## [Problem to solve]
Each entry below must be repeated exactly, with pictures left out.

[Stored items]
»»

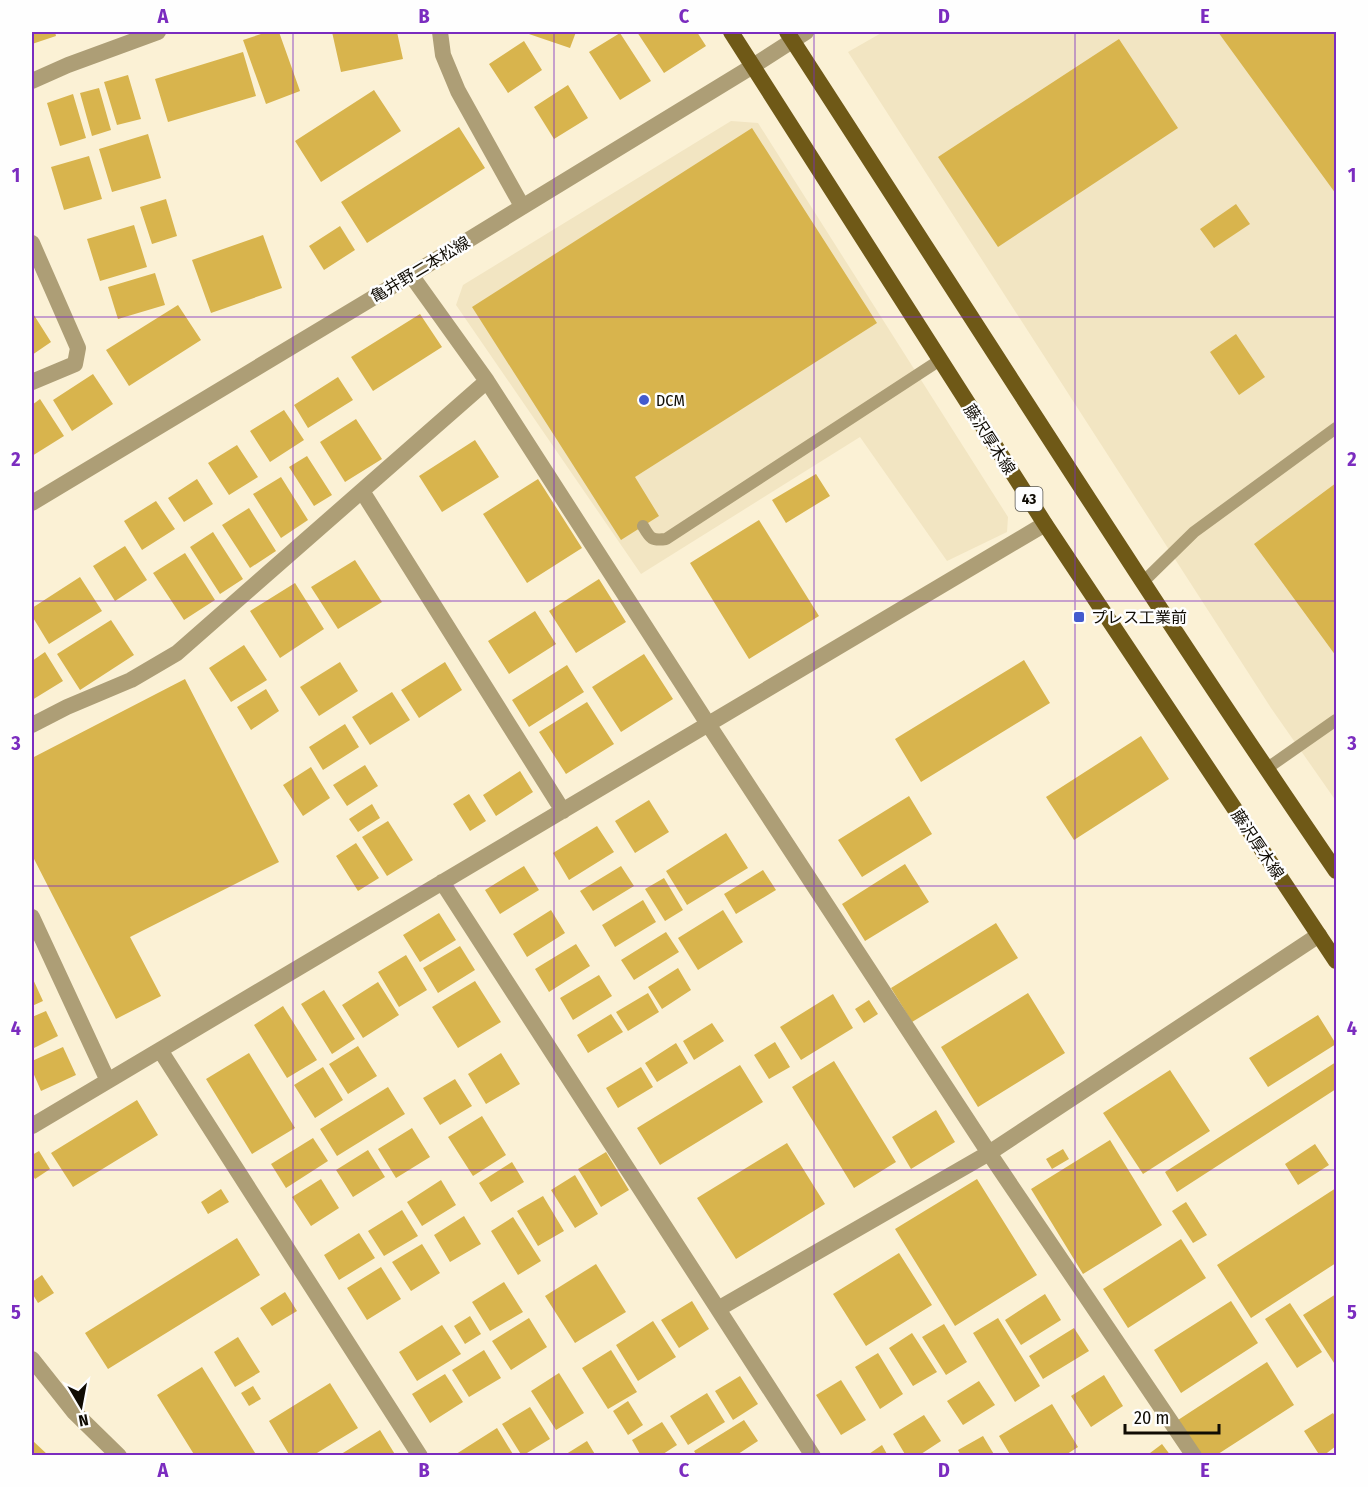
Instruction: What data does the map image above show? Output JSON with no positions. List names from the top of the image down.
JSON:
{
  "streets": {
    "main road": ["藤沢厚木線", "43"],
    "street": ["亀井野二本松線"]
  },
  "crossings": [
    ["亀井野二本松線", "藤沢厚木線"]
  ],
  "places": {
    "other": ["DCM"],
    "transit": ["プレス工業前"]
  },
  "scale_bar": "20 m",
  "north": "bottom",
  "grid": {
    "columns": [
      "A",
      "B",
      "C",
      "D",
      "E"
    ],
    "rows": [
      "1",
      "2",
      "3",
      "4",
      "5"
    ]
  }
}
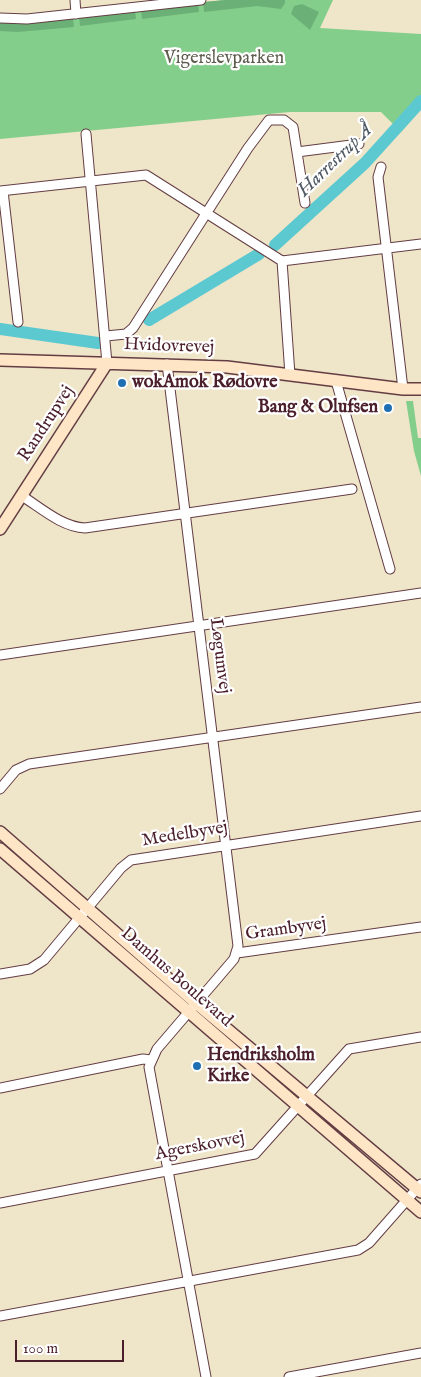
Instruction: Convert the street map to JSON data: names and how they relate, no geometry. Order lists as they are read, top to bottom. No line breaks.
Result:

««

## [Task solution]
Instruction: What data does the map image above show? Output JSON with no positions. List names from the top of the image down.
JSON:
{
  "streets": {
    "main road": ["藤沢厚木線", "43"],
    "street": ["亀井野二本松線"]
  },
  "crossings": [
    ["亀井野二本松線", "藤沢厚木線"]
  ],
  "places": {
    "other": ["DCM"],
    "transit": ["プレス工業前"]
  },
  "scale_bar": "20 m",
  "north": "bottom",
  "grid": {
    "columns": [
      "A",
      "B",
      "C",
      "D",
      "E"
    ],
    "rows": [
      "1",
      "2",
      "3",
      "4",
      "5"
    ]
  }
}
Instruction: Convert the street map to JSON data: names and how they relate, no geometry. Order lists as they are read, top to bottom. No line breaks.
Result:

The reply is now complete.